DATA PROVIDED section start

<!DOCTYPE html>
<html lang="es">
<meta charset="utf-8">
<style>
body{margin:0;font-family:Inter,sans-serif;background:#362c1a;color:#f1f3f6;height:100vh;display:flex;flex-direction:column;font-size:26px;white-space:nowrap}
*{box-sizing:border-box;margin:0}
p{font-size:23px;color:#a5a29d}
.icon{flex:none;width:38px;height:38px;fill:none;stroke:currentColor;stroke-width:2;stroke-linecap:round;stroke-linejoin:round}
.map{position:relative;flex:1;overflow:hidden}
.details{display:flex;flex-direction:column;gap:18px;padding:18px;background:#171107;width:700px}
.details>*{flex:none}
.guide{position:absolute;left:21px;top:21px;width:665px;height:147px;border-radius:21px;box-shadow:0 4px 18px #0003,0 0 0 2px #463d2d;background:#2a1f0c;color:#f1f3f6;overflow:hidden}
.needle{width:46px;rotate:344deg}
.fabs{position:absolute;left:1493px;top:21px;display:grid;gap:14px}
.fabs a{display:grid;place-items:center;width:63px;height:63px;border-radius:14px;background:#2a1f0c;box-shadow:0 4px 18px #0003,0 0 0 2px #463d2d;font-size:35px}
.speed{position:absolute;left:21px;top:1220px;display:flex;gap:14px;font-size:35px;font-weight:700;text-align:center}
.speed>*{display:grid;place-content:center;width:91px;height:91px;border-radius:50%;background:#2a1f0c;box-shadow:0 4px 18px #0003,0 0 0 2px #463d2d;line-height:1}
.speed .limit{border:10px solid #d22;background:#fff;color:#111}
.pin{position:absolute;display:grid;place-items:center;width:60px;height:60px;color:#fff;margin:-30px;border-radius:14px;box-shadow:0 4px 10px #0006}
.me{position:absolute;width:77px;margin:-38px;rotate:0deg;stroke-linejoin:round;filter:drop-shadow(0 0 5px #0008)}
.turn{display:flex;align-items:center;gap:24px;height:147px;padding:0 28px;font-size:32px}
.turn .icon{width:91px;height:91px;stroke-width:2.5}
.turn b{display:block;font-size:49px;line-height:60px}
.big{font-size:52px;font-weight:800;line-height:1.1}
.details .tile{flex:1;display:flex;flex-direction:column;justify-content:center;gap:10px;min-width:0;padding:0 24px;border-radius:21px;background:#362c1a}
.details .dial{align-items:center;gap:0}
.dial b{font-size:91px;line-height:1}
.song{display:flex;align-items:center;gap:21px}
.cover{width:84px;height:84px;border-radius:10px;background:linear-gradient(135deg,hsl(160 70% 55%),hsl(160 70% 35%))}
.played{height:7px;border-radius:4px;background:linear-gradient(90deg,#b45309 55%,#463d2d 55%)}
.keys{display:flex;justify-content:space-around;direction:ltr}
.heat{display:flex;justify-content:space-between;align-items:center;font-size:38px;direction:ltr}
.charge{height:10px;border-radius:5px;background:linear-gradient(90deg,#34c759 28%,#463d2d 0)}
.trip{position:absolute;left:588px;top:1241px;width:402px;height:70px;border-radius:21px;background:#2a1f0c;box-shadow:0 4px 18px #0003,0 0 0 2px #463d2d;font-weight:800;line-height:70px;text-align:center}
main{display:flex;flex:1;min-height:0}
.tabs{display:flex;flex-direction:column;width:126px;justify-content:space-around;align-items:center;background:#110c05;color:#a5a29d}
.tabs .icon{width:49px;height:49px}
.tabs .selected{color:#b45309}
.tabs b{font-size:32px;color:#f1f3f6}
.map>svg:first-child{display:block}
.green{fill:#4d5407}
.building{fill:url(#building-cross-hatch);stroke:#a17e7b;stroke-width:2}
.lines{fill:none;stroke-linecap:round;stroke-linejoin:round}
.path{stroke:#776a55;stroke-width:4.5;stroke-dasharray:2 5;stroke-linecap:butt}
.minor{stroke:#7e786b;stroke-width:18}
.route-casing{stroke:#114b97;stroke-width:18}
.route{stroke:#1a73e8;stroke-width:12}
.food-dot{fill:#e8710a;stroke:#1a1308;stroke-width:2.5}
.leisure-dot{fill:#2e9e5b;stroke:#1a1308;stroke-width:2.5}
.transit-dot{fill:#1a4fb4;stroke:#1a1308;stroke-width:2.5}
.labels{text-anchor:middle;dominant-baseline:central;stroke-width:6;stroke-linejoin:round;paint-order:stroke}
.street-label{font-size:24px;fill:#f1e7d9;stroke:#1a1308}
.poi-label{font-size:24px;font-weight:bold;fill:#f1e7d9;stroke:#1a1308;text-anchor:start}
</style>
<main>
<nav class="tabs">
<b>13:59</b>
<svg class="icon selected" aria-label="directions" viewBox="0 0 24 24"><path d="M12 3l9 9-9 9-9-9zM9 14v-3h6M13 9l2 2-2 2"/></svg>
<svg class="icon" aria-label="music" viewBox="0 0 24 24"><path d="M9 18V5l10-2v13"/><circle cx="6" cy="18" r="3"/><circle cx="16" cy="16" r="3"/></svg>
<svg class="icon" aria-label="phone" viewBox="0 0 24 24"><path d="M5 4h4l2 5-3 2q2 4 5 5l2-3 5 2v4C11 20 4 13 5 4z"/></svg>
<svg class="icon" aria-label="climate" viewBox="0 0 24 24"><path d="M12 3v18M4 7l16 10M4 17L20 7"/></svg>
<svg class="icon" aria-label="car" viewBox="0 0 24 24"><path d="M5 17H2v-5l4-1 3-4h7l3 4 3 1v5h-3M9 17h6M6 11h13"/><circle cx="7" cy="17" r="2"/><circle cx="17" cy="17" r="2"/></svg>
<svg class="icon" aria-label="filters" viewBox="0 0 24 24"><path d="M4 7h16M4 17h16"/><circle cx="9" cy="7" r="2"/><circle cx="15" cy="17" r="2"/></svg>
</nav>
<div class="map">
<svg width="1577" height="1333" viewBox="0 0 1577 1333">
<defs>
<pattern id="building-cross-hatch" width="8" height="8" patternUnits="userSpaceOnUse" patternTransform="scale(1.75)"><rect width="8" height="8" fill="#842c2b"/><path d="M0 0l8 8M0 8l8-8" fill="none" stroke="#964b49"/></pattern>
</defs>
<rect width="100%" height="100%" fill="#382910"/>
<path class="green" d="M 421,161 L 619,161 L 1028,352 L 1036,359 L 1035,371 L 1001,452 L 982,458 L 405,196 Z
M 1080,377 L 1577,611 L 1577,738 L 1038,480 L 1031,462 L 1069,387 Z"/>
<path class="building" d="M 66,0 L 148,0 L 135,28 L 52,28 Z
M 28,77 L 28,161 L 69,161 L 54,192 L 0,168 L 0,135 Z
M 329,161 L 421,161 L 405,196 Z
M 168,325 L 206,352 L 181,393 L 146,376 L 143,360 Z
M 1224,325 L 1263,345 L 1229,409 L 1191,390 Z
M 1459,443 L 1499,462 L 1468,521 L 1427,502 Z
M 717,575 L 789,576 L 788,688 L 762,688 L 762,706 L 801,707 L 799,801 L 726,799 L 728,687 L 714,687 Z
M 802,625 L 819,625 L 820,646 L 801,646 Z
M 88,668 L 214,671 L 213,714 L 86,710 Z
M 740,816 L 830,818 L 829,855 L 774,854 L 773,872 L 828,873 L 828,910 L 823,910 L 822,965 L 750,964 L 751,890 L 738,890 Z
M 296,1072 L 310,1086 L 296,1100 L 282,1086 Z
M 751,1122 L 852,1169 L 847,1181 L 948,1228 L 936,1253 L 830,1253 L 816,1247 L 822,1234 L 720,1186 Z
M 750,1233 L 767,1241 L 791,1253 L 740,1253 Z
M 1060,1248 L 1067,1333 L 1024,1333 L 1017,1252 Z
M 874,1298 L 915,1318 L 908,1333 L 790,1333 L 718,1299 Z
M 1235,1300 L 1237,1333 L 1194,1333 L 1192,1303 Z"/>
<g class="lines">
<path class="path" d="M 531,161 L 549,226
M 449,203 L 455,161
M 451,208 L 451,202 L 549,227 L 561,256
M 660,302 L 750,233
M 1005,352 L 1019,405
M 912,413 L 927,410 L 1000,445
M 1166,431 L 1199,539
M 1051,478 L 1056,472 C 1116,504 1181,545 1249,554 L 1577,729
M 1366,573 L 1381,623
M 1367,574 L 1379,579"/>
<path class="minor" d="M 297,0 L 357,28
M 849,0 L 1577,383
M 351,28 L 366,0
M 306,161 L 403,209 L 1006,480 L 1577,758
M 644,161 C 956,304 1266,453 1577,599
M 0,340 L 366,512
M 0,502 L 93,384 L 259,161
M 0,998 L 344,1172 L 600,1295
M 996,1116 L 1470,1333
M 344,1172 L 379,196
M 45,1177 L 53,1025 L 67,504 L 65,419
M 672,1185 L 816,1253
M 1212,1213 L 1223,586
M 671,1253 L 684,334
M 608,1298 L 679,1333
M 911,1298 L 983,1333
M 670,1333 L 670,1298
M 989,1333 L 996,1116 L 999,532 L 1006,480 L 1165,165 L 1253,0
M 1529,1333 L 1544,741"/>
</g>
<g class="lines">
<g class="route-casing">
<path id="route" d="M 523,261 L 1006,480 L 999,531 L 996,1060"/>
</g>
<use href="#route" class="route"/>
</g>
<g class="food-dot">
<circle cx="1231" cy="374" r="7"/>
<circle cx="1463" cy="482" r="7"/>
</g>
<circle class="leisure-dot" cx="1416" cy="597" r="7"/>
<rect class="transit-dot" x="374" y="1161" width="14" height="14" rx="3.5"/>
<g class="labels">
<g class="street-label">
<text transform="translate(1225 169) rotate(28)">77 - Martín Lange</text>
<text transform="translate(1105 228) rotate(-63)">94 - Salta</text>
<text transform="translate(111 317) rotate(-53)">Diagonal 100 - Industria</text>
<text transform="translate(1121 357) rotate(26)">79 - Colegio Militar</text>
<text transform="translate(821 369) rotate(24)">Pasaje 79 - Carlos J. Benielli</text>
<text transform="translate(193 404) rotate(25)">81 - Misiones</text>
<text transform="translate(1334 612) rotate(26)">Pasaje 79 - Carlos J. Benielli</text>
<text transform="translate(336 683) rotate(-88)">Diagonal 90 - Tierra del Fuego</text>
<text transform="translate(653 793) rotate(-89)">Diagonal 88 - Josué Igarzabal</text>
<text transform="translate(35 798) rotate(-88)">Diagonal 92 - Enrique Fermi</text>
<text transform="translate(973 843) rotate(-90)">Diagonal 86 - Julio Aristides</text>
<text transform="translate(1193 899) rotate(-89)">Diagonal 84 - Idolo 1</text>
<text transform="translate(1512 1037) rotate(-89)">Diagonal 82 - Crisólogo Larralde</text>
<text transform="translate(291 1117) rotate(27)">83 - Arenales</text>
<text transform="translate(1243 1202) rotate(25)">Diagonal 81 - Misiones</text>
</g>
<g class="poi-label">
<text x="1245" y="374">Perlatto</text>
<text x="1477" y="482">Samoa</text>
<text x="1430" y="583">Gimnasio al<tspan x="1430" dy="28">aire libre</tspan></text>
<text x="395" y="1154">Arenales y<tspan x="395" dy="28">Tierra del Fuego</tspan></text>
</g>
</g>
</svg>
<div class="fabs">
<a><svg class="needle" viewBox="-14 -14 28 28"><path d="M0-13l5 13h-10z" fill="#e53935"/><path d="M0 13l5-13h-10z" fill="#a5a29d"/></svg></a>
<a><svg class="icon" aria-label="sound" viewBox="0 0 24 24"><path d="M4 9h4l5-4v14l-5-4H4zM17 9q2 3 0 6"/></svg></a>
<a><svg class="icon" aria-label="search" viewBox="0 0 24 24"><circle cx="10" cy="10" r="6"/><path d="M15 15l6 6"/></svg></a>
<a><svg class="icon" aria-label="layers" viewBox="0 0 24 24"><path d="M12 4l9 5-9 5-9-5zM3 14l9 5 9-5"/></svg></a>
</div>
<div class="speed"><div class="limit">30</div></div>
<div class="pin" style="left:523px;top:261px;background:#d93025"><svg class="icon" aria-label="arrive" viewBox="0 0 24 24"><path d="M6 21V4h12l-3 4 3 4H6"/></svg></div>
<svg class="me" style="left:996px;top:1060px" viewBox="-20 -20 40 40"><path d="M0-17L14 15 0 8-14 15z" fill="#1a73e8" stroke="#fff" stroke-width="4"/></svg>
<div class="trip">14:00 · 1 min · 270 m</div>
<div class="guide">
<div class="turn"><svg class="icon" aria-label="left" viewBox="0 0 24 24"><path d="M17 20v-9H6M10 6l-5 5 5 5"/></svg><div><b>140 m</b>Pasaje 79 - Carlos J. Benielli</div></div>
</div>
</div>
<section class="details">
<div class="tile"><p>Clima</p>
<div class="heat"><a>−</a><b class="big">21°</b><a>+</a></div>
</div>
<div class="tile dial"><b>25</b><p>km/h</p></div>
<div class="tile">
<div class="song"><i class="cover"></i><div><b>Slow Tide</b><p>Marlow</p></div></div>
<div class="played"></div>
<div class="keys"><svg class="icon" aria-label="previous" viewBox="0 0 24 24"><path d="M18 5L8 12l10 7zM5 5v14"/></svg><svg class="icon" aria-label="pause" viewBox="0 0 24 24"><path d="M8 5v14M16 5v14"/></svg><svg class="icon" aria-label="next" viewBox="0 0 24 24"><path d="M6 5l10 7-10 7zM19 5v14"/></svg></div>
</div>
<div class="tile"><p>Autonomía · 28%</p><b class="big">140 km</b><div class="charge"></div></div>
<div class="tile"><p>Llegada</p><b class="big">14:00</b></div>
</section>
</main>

DATA PROVIDED section end

**WHAT YOU WILL DO:** Search the records for the string "absolute" and report each line that has it.

**ANSWER TO THE PROBLEM:**
.guide{position:absolute;left:21px;top:21px;width:665px;height:147px;border-radius:21px;box-shadow:0 4px 18px #0003,0 0 0 2px #463d2d;background:#2a1f0c;color:#f1f3f6;overflow:hidden}
.fabs{position:absolute;left:1493px;top:21px;display:grid;gap:14px}
.speed{position:absolute;left:21px;top:1220px;display:flex;gap:14px;font-size:35px;font-weight:700;text-align:center}
.pin{position:absolute;display:grid;place-items:center;width:60px;height:60px;color:#fff;margin:-30px;border-radius:14px;box-shadow:0 4px 10px #0006}
.me{position:absolute;width:77px;margin:-38px;rotate:0deg;stroke-linejoin:round;filter:drop-shadow(0 0 5px #0008)}
.trip{position:absolute;left:588px;top:1241px;width:402px;height:70px;border-radius:21px;background:#2a1f0c;box-shadow:0 4px 18px #0003,0 0 0 2px #463d2d;font-weight:800;line-height:70px;text-align:center}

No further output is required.